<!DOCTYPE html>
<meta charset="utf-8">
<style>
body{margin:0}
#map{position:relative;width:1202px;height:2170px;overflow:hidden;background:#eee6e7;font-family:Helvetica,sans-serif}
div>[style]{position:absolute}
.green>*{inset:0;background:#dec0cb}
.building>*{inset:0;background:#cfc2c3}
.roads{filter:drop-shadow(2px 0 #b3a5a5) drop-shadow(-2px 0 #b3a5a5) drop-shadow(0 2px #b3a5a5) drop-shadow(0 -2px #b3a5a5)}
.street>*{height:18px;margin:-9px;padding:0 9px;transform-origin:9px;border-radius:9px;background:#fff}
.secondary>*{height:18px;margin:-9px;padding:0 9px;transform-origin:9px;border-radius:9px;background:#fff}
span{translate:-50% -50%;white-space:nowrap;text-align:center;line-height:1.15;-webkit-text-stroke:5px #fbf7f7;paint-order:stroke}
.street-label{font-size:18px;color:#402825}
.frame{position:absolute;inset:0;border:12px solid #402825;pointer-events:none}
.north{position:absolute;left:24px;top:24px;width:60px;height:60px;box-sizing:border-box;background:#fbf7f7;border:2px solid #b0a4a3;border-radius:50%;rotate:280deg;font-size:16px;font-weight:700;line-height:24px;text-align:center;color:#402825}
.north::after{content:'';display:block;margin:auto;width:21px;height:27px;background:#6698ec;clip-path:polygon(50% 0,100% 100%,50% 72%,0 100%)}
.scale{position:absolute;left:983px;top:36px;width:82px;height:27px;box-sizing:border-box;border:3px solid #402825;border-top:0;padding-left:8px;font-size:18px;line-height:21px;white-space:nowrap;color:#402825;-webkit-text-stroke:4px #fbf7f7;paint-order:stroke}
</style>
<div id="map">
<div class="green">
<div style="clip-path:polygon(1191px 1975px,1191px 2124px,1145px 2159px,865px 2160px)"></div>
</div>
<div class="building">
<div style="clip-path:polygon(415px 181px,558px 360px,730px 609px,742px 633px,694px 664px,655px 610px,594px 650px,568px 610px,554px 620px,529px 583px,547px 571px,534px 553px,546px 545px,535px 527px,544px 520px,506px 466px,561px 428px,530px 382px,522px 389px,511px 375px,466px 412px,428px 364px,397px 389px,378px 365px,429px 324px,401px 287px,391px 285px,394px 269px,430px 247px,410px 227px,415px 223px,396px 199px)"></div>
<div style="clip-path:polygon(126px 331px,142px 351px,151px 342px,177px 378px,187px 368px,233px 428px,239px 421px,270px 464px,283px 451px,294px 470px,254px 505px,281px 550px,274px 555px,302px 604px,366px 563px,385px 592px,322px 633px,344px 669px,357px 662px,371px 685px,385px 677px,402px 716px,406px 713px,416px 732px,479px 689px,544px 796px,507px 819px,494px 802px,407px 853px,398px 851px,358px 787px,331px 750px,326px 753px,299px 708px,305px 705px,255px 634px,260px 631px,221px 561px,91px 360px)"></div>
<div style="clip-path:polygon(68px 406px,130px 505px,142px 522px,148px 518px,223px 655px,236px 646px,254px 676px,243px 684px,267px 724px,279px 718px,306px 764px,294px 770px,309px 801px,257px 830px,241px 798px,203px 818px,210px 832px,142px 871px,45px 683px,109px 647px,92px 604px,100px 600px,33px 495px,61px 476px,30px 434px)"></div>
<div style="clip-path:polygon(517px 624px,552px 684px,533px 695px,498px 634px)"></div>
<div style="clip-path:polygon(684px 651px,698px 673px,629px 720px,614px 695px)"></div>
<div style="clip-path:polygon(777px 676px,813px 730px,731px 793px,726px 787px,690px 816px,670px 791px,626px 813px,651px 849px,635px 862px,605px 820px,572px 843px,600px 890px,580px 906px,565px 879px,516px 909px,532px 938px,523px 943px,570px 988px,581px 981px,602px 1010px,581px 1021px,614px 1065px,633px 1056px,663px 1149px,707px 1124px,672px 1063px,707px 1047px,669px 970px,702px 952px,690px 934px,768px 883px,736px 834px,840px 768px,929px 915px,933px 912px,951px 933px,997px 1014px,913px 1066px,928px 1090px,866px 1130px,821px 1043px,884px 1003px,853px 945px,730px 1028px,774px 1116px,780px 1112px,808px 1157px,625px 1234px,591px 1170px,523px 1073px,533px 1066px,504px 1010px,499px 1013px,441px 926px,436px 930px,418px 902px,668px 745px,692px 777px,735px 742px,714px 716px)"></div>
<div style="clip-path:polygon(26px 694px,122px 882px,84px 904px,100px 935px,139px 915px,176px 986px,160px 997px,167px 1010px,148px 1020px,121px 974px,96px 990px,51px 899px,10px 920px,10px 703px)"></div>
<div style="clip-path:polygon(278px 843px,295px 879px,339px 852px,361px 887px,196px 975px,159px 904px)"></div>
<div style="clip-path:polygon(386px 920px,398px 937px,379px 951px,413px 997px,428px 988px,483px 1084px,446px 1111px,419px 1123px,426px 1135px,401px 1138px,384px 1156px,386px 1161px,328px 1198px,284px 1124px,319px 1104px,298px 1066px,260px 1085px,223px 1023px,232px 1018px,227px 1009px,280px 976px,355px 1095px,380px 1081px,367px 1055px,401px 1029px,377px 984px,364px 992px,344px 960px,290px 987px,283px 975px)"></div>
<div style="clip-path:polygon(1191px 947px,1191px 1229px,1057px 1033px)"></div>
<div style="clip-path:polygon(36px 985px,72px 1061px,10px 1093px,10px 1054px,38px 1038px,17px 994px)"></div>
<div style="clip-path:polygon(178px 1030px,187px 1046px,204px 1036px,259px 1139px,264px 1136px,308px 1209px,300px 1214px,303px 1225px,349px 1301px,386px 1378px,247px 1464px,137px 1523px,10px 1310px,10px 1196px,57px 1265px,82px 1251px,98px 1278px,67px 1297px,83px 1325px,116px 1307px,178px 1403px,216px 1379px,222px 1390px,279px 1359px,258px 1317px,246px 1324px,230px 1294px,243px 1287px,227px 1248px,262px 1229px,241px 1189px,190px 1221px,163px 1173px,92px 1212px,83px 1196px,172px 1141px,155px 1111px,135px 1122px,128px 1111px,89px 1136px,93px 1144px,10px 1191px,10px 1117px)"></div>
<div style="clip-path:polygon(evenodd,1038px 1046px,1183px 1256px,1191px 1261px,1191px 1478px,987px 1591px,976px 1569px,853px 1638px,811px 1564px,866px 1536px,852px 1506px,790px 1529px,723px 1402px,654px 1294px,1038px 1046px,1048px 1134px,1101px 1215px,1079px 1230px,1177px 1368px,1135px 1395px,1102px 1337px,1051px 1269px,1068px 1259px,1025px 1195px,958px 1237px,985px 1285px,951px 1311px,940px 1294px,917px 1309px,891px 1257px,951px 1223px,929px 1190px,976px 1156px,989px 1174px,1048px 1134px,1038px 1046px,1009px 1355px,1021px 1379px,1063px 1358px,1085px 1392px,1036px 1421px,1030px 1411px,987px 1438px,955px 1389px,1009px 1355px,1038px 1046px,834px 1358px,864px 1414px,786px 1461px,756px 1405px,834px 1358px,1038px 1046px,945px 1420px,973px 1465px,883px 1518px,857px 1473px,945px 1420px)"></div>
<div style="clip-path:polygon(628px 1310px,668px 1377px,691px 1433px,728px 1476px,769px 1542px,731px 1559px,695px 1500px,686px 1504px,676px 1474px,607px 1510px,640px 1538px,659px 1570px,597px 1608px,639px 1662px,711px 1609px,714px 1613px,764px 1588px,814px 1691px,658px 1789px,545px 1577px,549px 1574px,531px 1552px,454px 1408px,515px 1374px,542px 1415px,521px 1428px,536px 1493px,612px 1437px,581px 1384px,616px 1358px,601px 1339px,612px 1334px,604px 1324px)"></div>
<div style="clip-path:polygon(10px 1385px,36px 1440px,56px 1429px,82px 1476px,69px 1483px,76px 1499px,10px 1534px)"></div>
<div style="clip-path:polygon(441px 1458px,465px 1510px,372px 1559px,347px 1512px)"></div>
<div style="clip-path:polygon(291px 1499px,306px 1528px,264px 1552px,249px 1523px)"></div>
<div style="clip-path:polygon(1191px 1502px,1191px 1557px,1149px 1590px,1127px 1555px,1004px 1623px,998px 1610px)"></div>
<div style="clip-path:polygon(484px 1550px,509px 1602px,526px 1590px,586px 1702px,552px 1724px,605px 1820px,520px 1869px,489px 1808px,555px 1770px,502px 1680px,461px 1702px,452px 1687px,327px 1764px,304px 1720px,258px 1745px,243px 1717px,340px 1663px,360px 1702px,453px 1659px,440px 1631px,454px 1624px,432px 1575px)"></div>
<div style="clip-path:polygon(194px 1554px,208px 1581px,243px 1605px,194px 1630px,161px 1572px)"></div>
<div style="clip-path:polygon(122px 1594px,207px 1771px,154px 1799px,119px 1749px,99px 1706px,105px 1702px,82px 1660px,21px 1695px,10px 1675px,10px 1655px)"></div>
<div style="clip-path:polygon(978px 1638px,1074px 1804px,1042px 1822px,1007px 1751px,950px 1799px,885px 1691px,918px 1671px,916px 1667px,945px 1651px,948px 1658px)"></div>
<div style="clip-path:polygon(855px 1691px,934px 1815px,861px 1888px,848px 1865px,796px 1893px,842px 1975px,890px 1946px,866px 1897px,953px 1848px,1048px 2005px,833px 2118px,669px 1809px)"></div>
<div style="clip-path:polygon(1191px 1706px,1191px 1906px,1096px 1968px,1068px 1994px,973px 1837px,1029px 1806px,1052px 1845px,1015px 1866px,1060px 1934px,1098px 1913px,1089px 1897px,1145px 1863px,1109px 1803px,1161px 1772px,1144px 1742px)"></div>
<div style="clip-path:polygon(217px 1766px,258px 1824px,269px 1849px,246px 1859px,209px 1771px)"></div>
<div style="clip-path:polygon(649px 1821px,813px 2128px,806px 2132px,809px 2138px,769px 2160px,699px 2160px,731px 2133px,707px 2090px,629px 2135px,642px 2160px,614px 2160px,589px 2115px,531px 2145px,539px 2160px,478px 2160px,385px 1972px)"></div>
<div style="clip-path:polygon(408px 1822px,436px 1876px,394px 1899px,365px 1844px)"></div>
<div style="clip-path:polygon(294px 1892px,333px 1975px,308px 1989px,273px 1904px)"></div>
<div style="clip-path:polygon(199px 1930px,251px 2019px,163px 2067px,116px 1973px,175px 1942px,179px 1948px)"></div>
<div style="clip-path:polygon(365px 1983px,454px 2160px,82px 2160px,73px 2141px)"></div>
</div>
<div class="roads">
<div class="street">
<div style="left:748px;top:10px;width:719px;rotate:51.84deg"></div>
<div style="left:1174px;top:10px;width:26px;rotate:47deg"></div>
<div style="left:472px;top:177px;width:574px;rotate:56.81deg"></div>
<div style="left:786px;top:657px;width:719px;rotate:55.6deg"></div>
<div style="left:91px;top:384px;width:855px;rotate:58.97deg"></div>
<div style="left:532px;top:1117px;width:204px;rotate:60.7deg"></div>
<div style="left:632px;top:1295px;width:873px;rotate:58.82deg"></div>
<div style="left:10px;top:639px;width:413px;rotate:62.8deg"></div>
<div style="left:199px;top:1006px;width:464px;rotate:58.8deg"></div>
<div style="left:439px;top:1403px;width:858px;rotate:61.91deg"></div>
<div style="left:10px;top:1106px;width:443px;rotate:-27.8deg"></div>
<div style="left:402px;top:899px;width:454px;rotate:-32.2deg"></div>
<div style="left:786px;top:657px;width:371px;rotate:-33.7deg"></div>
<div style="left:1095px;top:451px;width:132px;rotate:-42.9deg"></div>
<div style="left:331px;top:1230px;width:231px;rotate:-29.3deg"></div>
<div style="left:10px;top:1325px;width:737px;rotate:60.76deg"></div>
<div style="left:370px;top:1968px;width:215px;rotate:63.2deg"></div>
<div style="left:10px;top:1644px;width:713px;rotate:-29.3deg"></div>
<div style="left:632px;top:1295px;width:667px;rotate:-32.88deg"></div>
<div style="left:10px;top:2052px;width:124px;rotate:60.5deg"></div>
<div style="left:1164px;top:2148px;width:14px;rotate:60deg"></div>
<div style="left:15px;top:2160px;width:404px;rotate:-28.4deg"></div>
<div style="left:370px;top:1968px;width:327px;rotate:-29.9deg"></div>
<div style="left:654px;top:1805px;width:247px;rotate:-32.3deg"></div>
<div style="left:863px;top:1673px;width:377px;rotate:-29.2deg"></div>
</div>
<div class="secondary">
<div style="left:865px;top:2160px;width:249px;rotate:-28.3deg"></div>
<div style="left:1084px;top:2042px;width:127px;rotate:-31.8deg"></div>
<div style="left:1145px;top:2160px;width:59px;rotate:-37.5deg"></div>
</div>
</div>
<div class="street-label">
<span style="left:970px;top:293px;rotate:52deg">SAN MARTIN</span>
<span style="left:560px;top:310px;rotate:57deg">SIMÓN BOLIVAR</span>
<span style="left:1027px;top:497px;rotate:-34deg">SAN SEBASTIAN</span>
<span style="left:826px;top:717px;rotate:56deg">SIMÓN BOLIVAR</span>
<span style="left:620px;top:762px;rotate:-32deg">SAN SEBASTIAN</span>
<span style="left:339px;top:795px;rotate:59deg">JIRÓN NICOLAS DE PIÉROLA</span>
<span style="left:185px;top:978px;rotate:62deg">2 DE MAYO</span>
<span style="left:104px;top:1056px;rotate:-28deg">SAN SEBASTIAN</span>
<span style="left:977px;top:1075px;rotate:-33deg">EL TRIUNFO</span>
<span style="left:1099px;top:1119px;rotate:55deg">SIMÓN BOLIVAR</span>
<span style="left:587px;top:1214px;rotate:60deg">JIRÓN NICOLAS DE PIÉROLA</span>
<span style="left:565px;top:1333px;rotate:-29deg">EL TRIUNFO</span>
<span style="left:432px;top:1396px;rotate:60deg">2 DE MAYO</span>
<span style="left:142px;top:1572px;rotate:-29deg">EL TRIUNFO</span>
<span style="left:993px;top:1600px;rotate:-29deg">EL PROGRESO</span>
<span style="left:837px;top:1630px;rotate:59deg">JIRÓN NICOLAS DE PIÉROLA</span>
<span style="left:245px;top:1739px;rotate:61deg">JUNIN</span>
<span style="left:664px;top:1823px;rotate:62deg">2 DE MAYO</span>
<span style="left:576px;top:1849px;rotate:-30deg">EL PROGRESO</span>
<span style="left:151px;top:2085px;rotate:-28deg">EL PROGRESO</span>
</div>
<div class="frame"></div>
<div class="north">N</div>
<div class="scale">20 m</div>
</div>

* Problem
Set down the lines of the listing above verbatim, first line through the line containing "0 #b3a5a5) drop-shadow(-2px", inclusive; add no other lines.

* Solved exercise
<!DOCTYPE html>
<meta charset="utf-8">
<style>
body{margin:0}
#map{position:relative;width:1202px;height:2170px;overflow:hidden;background:#eee6e7;font-family:Helvetica,sans-serif}
div>[style]{position:absolute}
.green>*{inset:0;background:#dec0cb}
.building>*{inset:0;background:#cfc2c3}
.roads{filter:drop-shadow(2px 0 #b3a5a5) drop-shadow(-2px 0 #b3a5a5) drop-shadow(0 2px #b3a5a5) drop-shadow(0 -2px #b3a5a5)}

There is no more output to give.